> [TRY IT] Below are records; copy every line in them that holds the word "image".

----- SUPPLIED MATERIAL

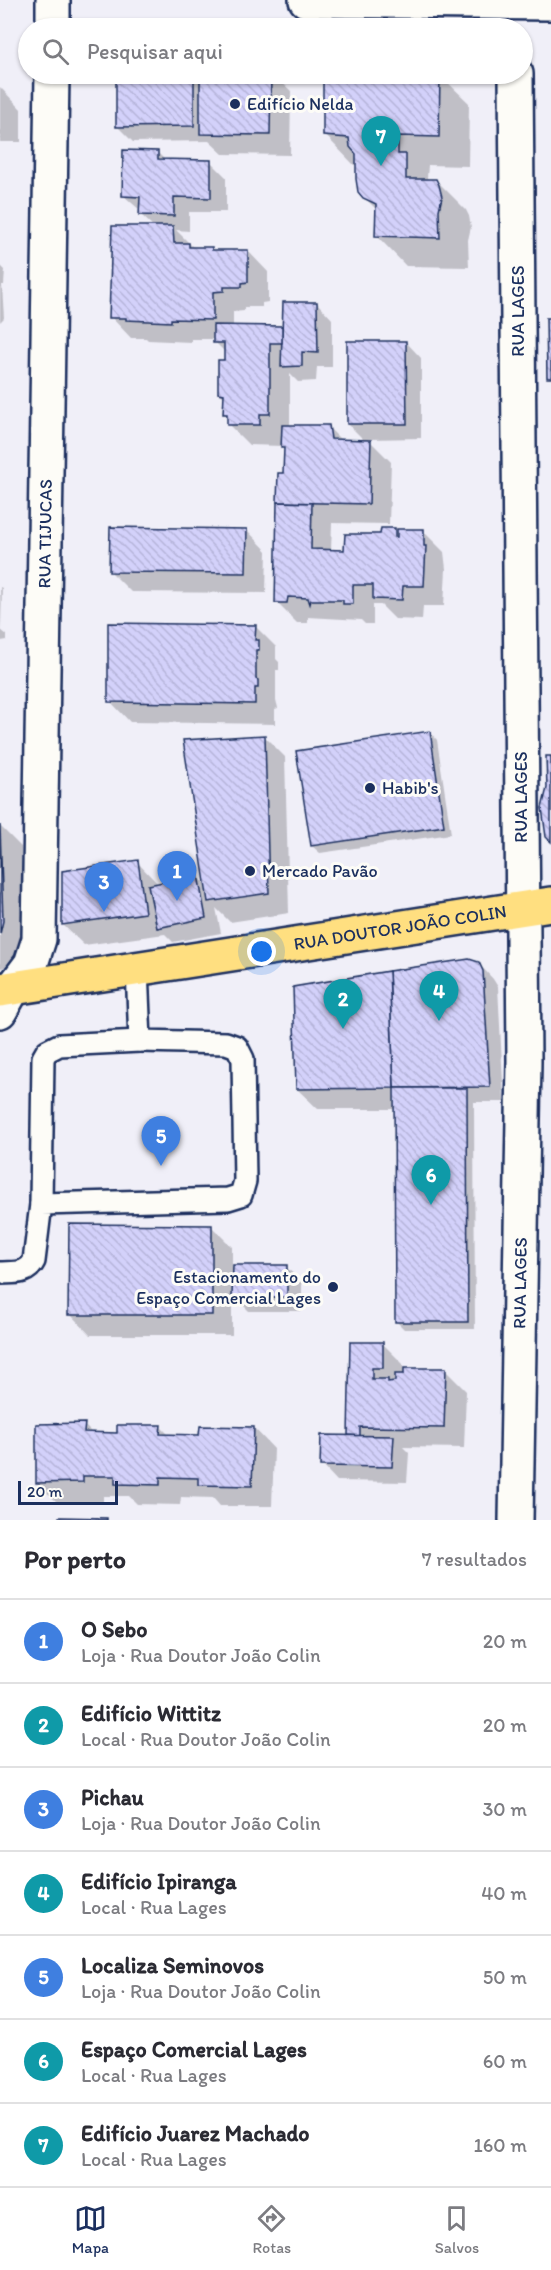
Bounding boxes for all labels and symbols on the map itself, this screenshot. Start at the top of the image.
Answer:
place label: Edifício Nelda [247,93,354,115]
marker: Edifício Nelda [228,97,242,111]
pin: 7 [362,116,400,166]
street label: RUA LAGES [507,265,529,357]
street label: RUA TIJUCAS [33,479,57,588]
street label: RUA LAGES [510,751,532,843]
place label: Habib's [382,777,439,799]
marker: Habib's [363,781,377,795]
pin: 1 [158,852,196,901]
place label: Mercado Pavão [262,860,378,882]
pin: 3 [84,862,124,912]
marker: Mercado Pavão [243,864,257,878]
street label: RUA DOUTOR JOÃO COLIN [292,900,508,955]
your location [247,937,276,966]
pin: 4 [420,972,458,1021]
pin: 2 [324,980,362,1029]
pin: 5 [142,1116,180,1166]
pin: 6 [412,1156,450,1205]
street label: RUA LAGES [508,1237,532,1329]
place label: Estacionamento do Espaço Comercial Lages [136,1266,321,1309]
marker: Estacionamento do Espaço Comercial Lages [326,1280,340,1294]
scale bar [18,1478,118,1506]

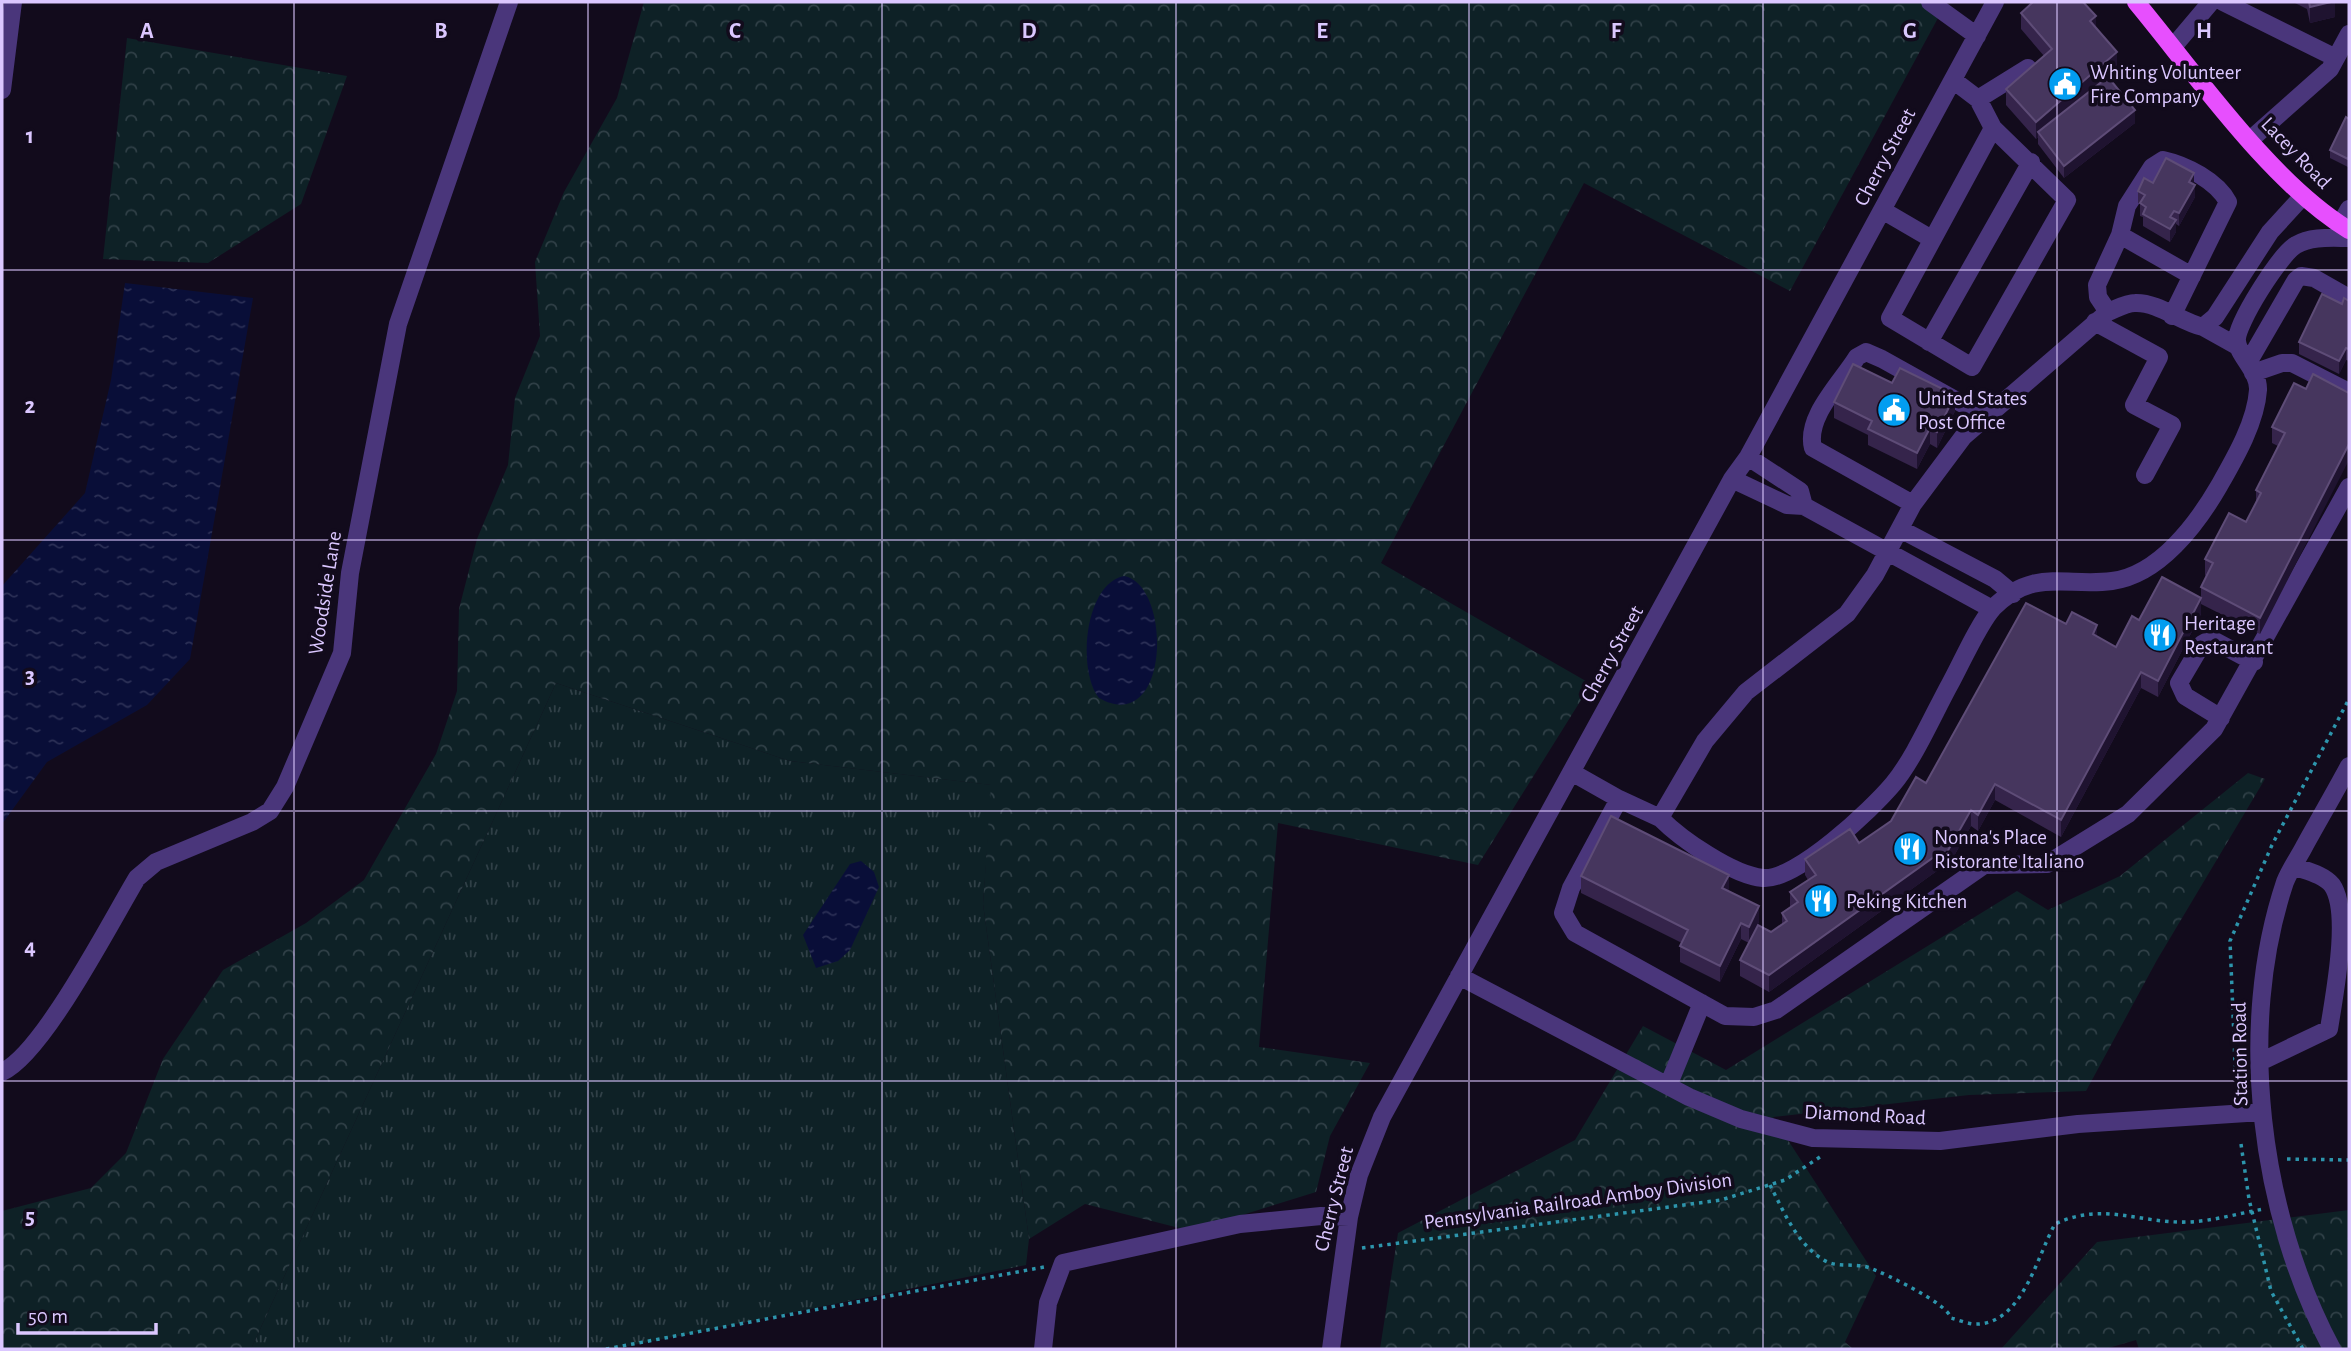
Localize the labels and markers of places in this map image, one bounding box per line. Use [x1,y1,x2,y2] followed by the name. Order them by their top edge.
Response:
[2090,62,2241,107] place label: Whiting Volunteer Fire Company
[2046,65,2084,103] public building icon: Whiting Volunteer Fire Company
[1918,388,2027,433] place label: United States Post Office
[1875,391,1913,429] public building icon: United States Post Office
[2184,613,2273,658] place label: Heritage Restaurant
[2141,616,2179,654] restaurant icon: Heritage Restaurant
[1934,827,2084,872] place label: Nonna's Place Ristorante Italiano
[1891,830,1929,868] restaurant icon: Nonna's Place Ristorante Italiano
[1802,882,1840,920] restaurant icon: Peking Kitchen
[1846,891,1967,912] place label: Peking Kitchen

----------

> [TASK RESPONSE]
Bounding boxes for all labels and symbols on the map itself, this screenshot. Start at the top of the image.
Localize the labels and markers of places in this map image, one bounding box per line. Use [x1,y1,x2,y2] followed by the name. Order them by their top edge.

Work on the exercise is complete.